The images in tandem provide far greater detail of the impact’s aftermath, given the different wavelength ranges the two telescopes cover: Webb snapped the event in infrared, while Hubble did so in the visible range. Together, they showed a notable brightening of the system post-crash, with great spikes of ejected material shooting out into space. These images will serve as major pieces in the ongoing puzzle of Dimorphos’ chemical composition and post-impact behavior.
To NASA Administrator Bill Nelson, this coordination between Hubble and Webb—and a vast network of ground-based telescopes—reflects the power of astronomical collaboration in general. “Webb and Hubble show what we’ve always known to be true at NASA: We learn more when we work together,” said Nelson.
Indeed, international collaboration has been instrumental to DART’s success, particularly in the moments directly following the crash.

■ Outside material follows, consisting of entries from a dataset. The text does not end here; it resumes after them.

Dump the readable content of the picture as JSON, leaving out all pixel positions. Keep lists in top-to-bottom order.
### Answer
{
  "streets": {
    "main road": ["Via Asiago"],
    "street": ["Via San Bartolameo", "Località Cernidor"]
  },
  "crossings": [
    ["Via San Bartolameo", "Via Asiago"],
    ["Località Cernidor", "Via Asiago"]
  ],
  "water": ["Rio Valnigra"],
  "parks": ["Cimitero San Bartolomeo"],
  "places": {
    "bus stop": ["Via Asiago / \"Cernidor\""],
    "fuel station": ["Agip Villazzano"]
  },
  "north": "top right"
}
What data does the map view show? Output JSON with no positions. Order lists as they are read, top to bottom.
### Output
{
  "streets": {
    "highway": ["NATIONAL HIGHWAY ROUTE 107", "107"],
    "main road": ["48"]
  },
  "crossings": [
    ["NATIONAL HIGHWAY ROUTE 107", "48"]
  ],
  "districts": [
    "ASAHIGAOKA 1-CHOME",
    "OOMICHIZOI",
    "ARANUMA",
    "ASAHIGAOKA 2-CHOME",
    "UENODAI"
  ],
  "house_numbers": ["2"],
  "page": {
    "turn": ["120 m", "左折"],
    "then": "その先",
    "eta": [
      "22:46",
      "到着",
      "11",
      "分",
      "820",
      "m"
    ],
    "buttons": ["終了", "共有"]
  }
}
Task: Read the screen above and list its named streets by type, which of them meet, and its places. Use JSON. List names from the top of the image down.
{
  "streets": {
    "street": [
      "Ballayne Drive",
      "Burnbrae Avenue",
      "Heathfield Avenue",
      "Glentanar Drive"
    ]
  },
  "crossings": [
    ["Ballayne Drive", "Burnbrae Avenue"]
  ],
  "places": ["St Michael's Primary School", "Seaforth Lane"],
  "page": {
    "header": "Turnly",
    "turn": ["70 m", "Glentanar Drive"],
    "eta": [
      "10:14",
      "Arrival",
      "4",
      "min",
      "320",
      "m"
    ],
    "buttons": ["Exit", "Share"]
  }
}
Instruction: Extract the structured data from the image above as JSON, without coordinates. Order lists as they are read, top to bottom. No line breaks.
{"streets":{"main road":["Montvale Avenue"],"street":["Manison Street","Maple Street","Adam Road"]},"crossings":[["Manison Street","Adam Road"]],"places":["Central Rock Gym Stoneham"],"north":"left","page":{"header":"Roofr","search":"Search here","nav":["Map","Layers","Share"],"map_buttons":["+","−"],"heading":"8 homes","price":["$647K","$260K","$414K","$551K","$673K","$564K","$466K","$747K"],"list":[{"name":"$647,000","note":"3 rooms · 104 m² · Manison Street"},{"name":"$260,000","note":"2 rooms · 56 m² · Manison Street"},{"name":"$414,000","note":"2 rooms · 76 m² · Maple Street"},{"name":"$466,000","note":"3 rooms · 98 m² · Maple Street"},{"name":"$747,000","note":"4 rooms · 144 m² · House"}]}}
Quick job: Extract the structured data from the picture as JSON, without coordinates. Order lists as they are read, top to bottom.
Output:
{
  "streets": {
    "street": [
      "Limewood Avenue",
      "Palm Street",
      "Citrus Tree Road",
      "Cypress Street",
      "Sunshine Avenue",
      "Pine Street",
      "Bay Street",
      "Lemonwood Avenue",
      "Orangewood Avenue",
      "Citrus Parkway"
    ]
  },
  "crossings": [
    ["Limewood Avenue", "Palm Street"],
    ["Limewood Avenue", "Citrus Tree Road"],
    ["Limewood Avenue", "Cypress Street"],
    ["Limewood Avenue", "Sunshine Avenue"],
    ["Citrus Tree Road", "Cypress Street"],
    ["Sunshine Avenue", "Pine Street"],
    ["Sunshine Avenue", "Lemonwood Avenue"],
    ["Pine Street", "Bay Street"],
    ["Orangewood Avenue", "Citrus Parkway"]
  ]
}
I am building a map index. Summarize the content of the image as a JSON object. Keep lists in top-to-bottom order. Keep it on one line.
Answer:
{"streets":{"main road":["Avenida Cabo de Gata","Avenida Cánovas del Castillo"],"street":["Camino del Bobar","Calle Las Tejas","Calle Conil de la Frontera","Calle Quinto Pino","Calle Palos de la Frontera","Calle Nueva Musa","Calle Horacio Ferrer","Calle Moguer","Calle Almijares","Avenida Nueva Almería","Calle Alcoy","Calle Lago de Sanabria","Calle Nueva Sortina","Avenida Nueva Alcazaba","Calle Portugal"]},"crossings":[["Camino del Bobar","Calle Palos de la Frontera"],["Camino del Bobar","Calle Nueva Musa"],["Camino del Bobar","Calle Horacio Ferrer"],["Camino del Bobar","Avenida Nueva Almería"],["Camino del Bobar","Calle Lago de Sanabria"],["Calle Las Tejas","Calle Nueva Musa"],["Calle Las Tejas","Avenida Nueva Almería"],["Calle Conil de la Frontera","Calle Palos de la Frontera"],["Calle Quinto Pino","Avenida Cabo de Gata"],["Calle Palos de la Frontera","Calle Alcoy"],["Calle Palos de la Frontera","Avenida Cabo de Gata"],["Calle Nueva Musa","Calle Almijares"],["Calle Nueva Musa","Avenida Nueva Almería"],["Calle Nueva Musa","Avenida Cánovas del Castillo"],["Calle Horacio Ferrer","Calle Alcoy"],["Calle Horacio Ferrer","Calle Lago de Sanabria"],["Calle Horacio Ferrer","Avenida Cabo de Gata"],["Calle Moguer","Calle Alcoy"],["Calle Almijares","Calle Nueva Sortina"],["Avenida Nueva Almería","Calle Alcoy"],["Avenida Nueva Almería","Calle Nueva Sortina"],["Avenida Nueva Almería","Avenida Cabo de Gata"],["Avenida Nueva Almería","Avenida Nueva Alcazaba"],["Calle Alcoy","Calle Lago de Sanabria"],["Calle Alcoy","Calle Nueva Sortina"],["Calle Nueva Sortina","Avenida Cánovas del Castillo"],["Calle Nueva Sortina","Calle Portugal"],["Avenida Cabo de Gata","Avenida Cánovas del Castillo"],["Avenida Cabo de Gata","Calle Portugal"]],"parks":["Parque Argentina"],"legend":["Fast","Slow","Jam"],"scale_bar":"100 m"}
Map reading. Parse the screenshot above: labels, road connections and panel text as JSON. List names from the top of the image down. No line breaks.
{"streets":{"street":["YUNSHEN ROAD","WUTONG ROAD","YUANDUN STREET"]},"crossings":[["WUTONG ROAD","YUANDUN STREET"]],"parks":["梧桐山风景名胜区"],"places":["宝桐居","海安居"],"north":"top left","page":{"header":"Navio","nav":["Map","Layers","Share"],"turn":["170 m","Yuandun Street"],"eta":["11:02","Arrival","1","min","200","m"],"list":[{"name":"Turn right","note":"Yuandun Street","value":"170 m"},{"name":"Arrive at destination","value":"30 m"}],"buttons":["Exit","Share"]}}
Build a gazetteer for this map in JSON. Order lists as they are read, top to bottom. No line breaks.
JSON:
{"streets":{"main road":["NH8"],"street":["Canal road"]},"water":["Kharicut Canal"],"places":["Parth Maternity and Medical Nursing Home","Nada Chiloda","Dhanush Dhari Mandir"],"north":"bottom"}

DART’s companion, the Italian LICIACube satellite, captured the impact from a few dozen miles away. On the ground, the ESA’s Near-Earth Object Coordination Centre (NEOCC) had half a dozen telescopes in favorable locations observe the event. One of the most striking videos of the crash came out of the Les Makes observatory on Réunion, a French Island slightly east of Madagascar.
Many of these telescopes, including Hubble, will continue to monitor Dimorphos’ orbit, as scientists worldwide work to calculate how much it shifted post-impact. A few years down the line, the ESA’s Hera mission will get an even closer look at the aftermath.
This kind of worldwide collaboration is integral to astronomy. The extremes that define our universe—distance, brightness, mass, time—cannot be effectively confronted when working in isolation: our planet is small enough as it is. While competition to become an astronomer may be stiff, there’s no shortage of resources in space. We need as much coverage as possible, in all wavelengths and all locations.